She went on tut-tutting about his wet hair, about the threat of pneumonia. He had to assure her that it wasn’t necessary to fetch a towel for him. He had to ask again if his father were still there.

Mrs Oliphant’s round head bobbed up and down. ‘Poor man, he’s with his last patient, Mrs Stafford. I told him I’d wait but he insisted that I go – it’s my bridge night, you know. We were running on time until Mrs Cole’s appointment, she had twins last month, you know, and you know what your father is like, forever helpful, forgetful of the clock when he’s with his patients . . .’

Patrick had grown used to Mrs Oliphant’s songs of praise of his godlike father. He tuned out. To Patrick his father was a remote figure who wore bow ties and only rarely used his pair of season tickets to Wolverhampton Wanderers. Which was good news for Patrick and his pals.

Mrs Oliphant finally reminded herself again of her bridge night and said that she must go. She didn’t think that Dr Miller would be much longer with Mrs Stafford and anyway Patrick knew his way around the place and if he liked he could make himself a nice cup of tea, it would warm him up while he was waiting.

Mrs Oliphant drew the door shut behind her with surprising softness. Dr Roger Miller’s surgery premises seemed tomblike after her departure, as though she had taken with her into the wet night all trace of energy, of vitality.

Patrick stood for a minute in the darkness of Mrs Oliphant’s reception room, the walls filled with shelves of manila folders, the curling edges of ancient pages peeping like dry leaves from broken mouths. He ran his finger along a line of files and they crackled like dead foliage. His father’s history was typed in these files, he knew, each page signed off with his father’s indecipherable scrawl. So many hours, so many days. So many weeks and years spent in the rooms upstairs where his father treated his women patients. He wondered how his father could endure it.

He looked in the small
kitchen at the back of the ground floor. Mrs Oliphant’s advice about a hot cup of tea came back to him but Patrick thought he couldn’t be bothered. He wondered how much longer his father would be with Mrs Whatever-her-name-was.

There was no sound from upstairs. The house seemed settled in its own silence. He looked into Waiting Room No. 1, then Waiting Room No. 2 on the other side of the hallway. Both rooms were identical: flower-print curtains, beige carpet, stiff-backed dining-room chairs ranged along the walls. No copies of
Reveille
or
Titbits
here:
Country Life
,
Horse & Hound
and other assorted glossies were neatly arranged on the mahogany tables in Dr Roger Miller’s non-National Health waiting rooms. Two such rooms were required, Patrick had heard his father explain, because his patients sometimes wished to wait alone, in the privacy they were paying for.

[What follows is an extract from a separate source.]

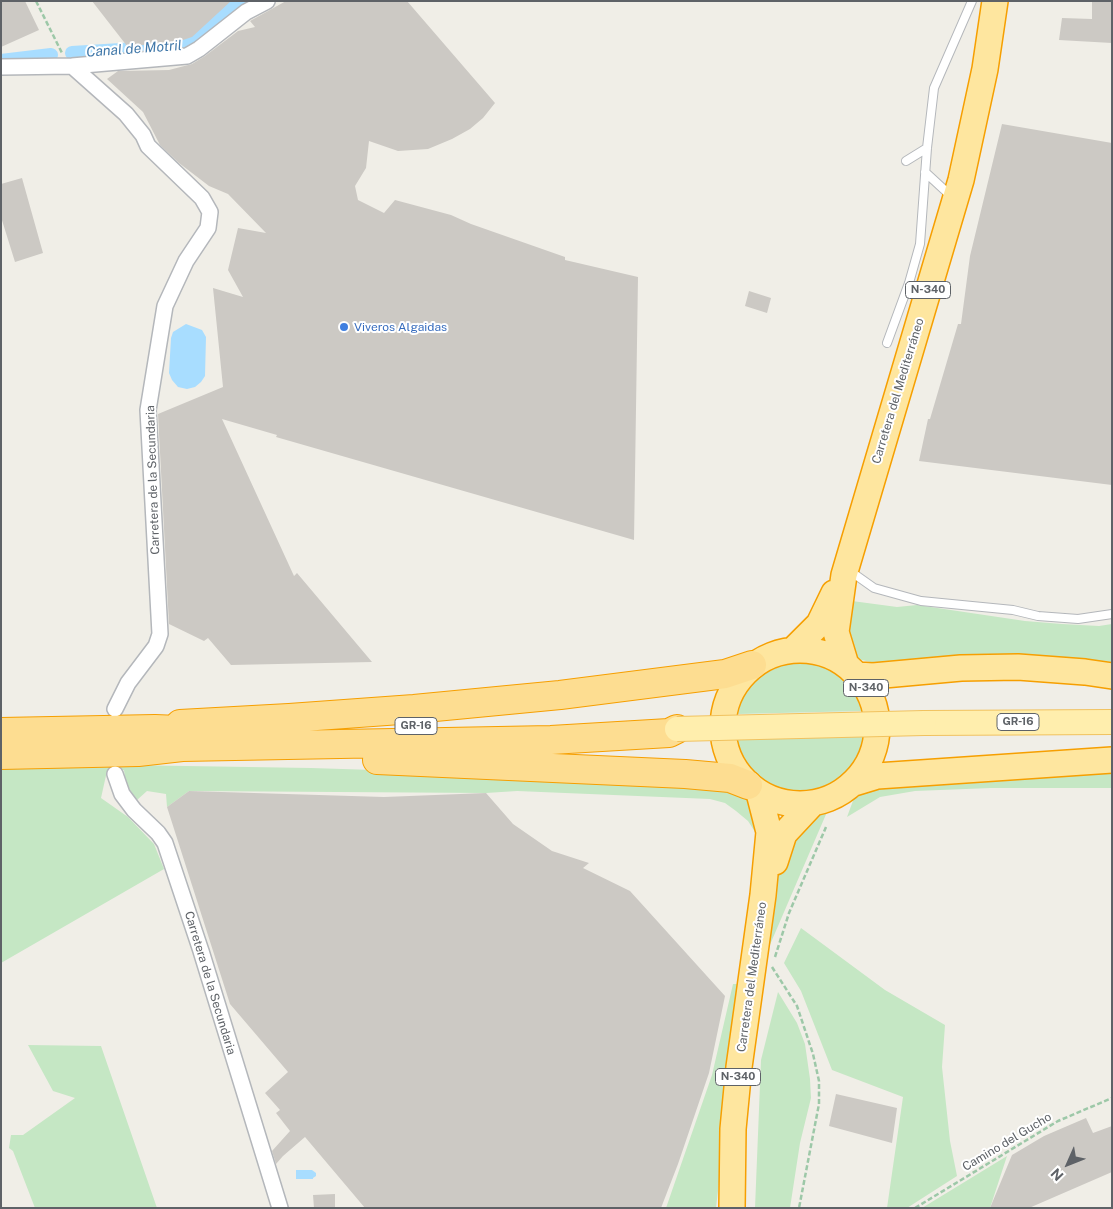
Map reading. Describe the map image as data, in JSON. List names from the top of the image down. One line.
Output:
{"streets":{"highway":["N-340","Carretera del Mediterráneo","GR-16"],"street":["Carretera de la Secundaria"],"path":["Camino del Gucho"]},"crossings":[["N-340","Carretera del Mediterráneo"]],"water":["Canal de Motril"],"places":["Viveros Algaidas"],"north":"bottom left"}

Patrick peeped between the window curtains, saw the sheen of his father’s Jaguar at the side of the house. He watched the rain bounce off the polished bodywork like useless pellets.

The house seemed to creak and yaw in the rain. What could be keeping his father? Maybe Mrs What’s-her-name had left quietly while he had been daydreaming in the kitchen. Maybe his father was merely scrawling his spidery notes on more pages for Mrs Oliphant to file away on her crowded shelves.

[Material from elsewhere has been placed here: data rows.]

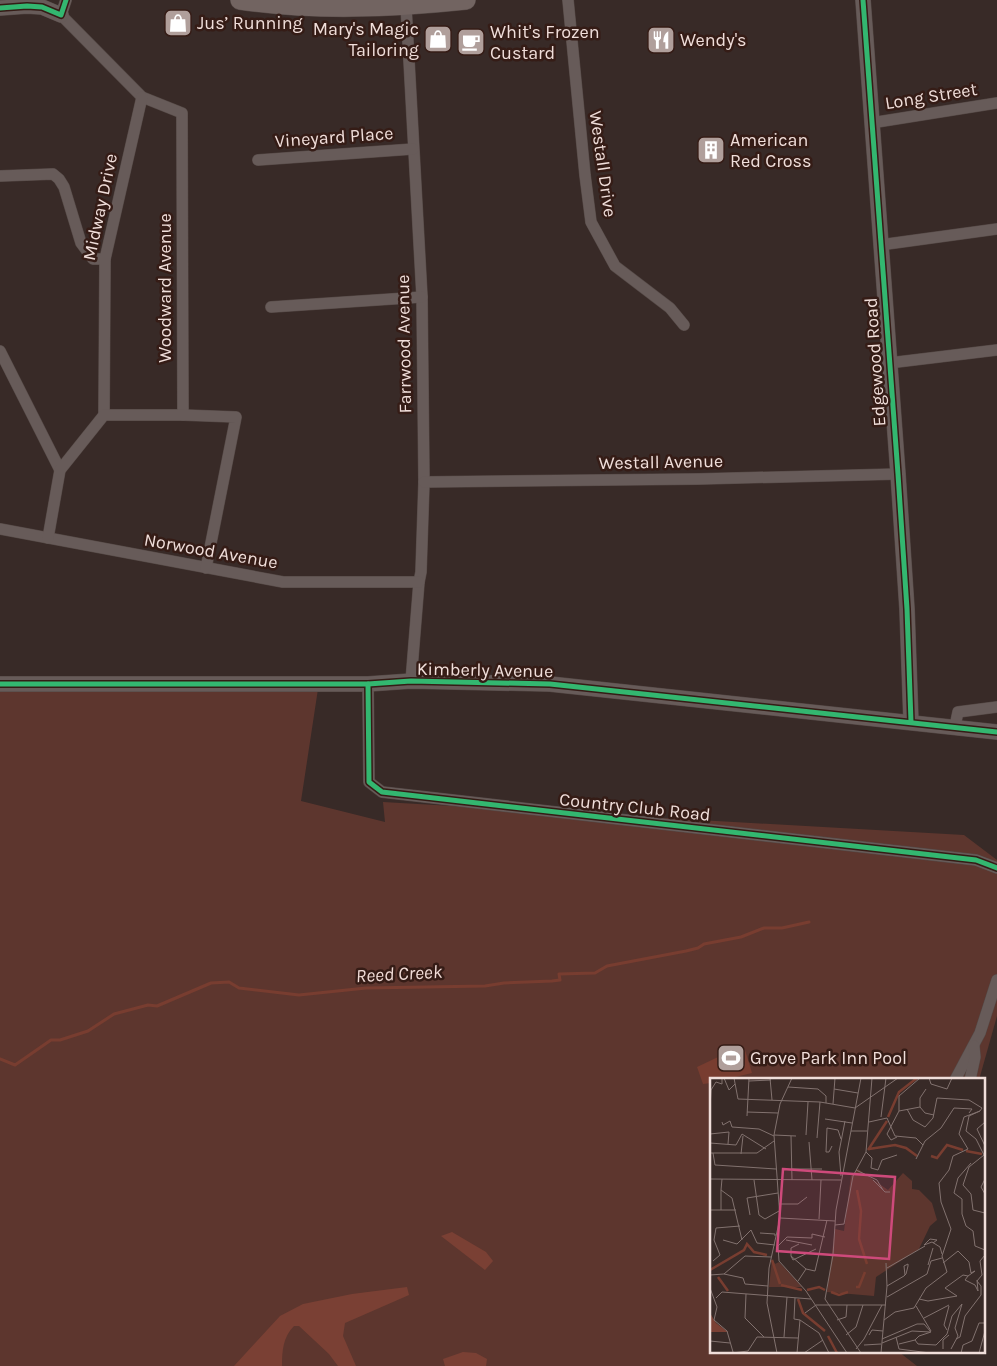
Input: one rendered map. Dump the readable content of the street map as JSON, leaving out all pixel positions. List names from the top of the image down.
{
  "streets": {
    "street": [
      "Long Street",
      "Vineyard Place",
      "Westall Drive",
      "Midway Drive",
      "Woodward Avenue",
      "Farrwood Avenue",
      "Edgewood Road",
      "Westall Avenue",
      "Norwood Avenue",
      "Kimberly Avenue",
      "Country Club Road"
    ]
  },
  "crossings": [
    ["Long Street", "Edgewood Road"],
    ["Vineyard Place", "Farrwood Avenue"],
    ["Midway Drive", "Woodward Avenue"],
    ["Farrwood Avenue", "Westall Avenue"],
    ["Farrwood Avenue", "Norwood Avenue"],
    ["Farrwood Avenue", "Kimberly Avenue"],
    ["Edgewood Road", "Westall Avenue"],
    ["Edgewood Road", "Kimberly Avenue"],
    ["Kimberly Avenue", "Country Club Road"]
  ],
  "water": ["Reed Creek"],
  "places": {
    "shop": ["Jus’ Running", "Mary's Magic Tailoring"],
    "restaurant": ["Wendy's"],
    "cafe": ["Whit's Frozen Custard"],
    "building": ["American Red Cross"],
    "sports": ["Grove Park Inn Pool"]
  }
}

At the foot of the staircase in the hallway he stood listening. Only the whispering silence of the house came down to him. He climbed three steps, four, and stopped to listen. Still silence. He went higher until he could just see over the edge of the landing. Between the carved railings of the balustrade he could see that a sliver of light shone from the edge of the door to his father’s room.

Light but no sound. Surely his father
was just scrawling away at his notes.

Afterwards he would never be able to explain to himself why he tiptoed up the carpeted staircase. He would remember only that his heart was pounding, as if in his teenage heart he already knew that what awaited him at the top of the darkened stairs would forever change his life.

He stood listening on the landing. A low moaning of someone in pain came from the consulting room. He edged closer to the door. The door was barely ajar but the knife edge of light was enough for him to see inside.

Mrs What’s-her-name, beehive hair a collapsed mess, was propped up against the raised head of the doctor’s consulting couch. Naked from the waist up, her small white breasts seemed to stare accusingly at Patrick. Dr Roger Miller stood beside the couch, one hand cradling Mrs What’s-her-name’s left breast. His other hand was stroking the woman’s inner thigh. Her thighs were marble pillars of whiteness framed between her brown stocking tops and her white skirt pushed up around her waist.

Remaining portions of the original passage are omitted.